Erdoğan ile Hocaefendi'nin belli bir dönem işbirliği yapıyorlarmış gibi görüldüklerini yazan Millas, esasında ‘derin devlet’i temsil eden Kemalistler ve orduya karşı dini ve siyasi özgürlükler ile liberal politikaların güvencesi için AB ve Batı yanlısı yaklaşımlara destek verdiklerini vurguladı. Millas, bu müştereklerde Hocaefendi ile Erdoğan’ın belirli bir dönem dostluk ve işbirliği inşa ettiklerini savundu.
“Erdoğan’ın partisi 2002’de iktidara gelmesinin ardından entelektüel ‘gülenistlerin’ desteğiyle ‘devlet’ ve özellikle de kurumlardan Emniyet ve Adalet alanında hissedilir değişiklikler oldu. Ancak ülkeyi idare eden aynı zamanda yönetimde kimin olduğuna bağlı.” ifadelerini kullanan Herkül Millas, Hocaefendi ile Erdoğan arasındaki ilk krizin, 31 Mayıs 2010 yılındaki Mavi Marmara’ya dair Türk dış politikası eleştirisinin ardından patlak verdiğini hatırlattı. Yazar, Mayıs 2013’te Gezi Parkı ve Aralık 2013’te ise hükümetin karıştığı ekonomik skandalların ardından iplerin tamamen koptuğunu anlattı.

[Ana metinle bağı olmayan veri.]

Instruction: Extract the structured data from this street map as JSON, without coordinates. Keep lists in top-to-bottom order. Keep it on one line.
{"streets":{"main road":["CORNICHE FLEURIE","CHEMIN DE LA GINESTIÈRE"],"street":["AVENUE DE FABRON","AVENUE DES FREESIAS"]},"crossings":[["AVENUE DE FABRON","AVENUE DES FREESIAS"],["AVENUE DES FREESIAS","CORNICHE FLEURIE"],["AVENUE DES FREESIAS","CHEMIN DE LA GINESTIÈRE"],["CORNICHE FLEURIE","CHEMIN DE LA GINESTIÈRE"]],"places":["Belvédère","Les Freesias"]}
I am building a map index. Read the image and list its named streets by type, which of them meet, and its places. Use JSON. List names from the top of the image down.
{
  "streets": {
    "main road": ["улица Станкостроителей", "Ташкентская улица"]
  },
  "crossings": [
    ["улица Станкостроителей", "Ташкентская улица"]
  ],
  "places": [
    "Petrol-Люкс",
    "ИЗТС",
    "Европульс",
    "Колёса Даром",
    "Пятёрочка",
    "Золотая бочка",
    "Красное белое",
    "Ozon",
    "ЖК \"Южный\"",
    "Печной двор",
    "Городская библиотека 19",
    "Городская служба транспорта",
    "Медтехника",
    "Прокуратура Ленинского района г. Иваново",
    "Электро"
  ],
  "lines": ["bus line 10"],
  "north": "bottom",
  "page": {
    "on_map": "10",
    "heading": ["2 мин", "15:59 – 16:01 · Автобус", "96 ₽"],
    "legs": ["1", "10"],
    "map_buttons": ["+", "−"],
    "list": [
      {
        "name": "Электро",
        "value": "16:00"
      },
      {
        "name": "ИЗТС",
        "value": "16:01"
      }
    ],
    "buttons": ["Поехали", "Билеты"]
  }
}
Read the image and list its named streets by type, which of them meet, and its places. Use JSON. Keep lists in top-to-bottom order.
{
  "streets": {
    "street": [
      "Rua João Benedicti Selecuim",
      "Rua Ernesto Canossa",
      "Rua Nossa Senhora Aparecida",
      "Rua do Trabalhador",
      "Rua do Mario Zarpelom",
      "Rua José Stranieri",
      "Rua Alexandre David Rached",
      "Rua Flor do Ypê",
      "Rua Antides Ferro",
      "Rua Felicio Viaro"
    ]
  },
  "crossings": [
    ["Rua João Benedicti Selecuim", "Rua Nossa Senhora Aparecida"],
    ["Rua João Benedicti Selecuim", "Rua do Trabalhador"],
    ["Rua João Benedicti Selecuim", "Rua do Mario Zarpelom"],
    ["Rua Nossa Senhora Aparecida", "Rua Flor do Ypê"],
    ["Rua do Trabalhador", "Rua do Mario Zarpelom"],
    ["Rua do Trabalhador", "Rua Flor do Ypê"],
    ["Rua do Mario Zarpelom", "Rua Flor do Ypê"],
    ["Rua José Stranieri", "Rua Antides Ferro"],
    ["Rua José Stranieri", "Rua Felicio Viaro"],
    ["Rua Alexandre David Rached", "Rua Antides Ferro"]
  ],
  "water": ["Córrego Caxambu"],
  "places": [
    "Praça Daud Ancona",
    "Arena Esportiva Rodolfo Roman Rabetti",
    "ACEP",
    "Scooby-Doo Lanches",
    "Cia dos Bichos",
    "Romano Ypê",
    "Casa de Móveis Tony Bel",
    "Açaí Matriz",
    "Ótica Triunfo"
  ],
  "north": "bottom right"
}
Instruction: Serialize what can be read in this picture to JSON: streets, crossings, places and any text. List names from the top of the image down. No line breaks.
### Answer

“GÜLEN HAREKETİ POZİSYONUNU DEĞİŞTİRMEDİ”
Hocaefendi ve Erdoğan’ın farklı dini cemaat geçmişine sahip olduklarının unutulmaması gerektiğini ifade eden Millas, “Gülen destekçileri, ilk pozisyonlarına daha sadık olduklarını gösterdiler.” ifadelerini kullandı.
Darbe girişimini fırsat bilerek Erdoğan’ın devlet yapısını değiştirdiğini yazan Millas, milliyetçiler ve ordu yanlılarının desteğiyle Gülen Hareketi ve Kürtlere karşı ‘terörist’ avına çıktıkları tespitinde bulunarak yazısını tamamladı.
FİMERİDA TON SİNTAKTON: GÜLEN’İN USTALIĞI VE EN BÜYÜK BAŞARISI
Sol kulvarda etkili yayıncılığı ile bilinen Efimerida ton Sintakton gazetesi, haftasonu sayısında İonio (İyonya) Üniversitesi Yönetim Kurulu Üyesi ve hukukçu Prof. Dr. Sotiris Livas’ın kaleme aldığı bir makale yayınladı. Fethullah Gülen Hocaefendi'nin küresel ölçekte bir harekete dönüşen aşamalarını analiz eden Livas, “Gülen’in en büyük ustalığı yereli ulusala, ulusalı küresele dönüştürmeyi başarmasıdır. Batı odaklı, ılımlı, hoşgörülü İslam’ı silinmez bir şekilde Türk tonlarıyla renklendirmiştir.” dedi.
Hizmet Hareketi üzerine akademik çalışmaları ve Hocaefendi'nin kitaplarını Yunan diline kazandırması ile tanınan Prof. Livas, şunları yazdı: “Benim için Gülen’in insani hikâyesinin en önemli yanı, devamlı gelişmeye açık oluşu ve bu yönde değişim geçirmesidir. Erzurum’un küçük bir köyünden çıkan Gülen, merkezi yönetime kulaklarını tıkayarak yaşamı boyunca milyonlarca insanı etkilemeyi başardı. İşletmeler, okullar, diyalog merkezleri, insani yardım kuruluşları kanalıyla neredeyse her ülkede var olan global ölçekte bir hareket kurmayı başardı. Bunun etkisiyle ülkesinin kaderini değiştirdi.”
“GÜLEN GÖNÜLLER/KÖPRÜLER İNŞA EDEN BİR MİMAR”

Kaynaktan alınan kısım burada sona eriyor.